### Instructions for the task:
Write out the listing below word for word.

### Material for this exercise:

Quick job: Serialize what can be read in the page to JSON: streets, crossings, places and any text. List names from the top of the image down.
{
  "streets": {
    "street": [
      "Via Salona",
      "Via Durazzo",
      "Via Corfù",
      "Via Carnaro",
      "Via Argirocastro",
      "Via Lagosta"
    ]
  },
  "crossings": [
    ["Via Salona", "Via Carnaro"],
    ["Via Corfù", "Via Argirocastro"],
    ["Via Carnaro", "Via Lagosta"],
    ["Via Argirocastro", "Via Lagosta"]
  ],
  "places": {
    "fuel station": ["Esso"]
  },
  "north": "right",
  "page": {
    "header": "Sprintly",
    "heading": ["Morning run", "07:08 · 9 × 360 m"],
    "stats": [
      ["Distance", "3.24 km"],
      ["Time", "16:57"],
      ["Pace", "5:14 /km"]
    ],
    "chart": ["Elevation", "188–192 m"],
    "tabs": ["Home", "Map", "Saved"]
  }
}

### The completed task:
Quick job: Serialize what can be read in the page to JSON: streets, crossings, places and any text. List names from the top of the image down.
{
  "streets": {
    "street": [
      "Via Salona",
      "Via Durazzo",
      "Via Corfù",
      "Via Carnaro",
      "Via Argirocastro",
      "Via Lagosta"
    ]
  },
  "crossings": [
    ["Via Salona", "Via Carnaro"],
    ["Via Corfù", "Via Argirocastro"],
    ["Via Carnaro", "Via Lagosta"],
    ["Via Argirocastro", "Via Lagosta"]
  ],
  "places": {
    "fuel station": ["Esso"]
  },
  "north": "right",
  "page": {
    "header": "Sprintly",
    "heading": ["Morning run", "07:08 · 9 × 360 m"],
    "stats": [
      ["Distance", "3.24 km"],
      ["Time", "16:57"],
      ["Pace", "5:14 /km"]
    ],
    "chart": ["Elevation", "188–192 m"],
    "tabs": ["Home", "Map", "Saved"]
  }
}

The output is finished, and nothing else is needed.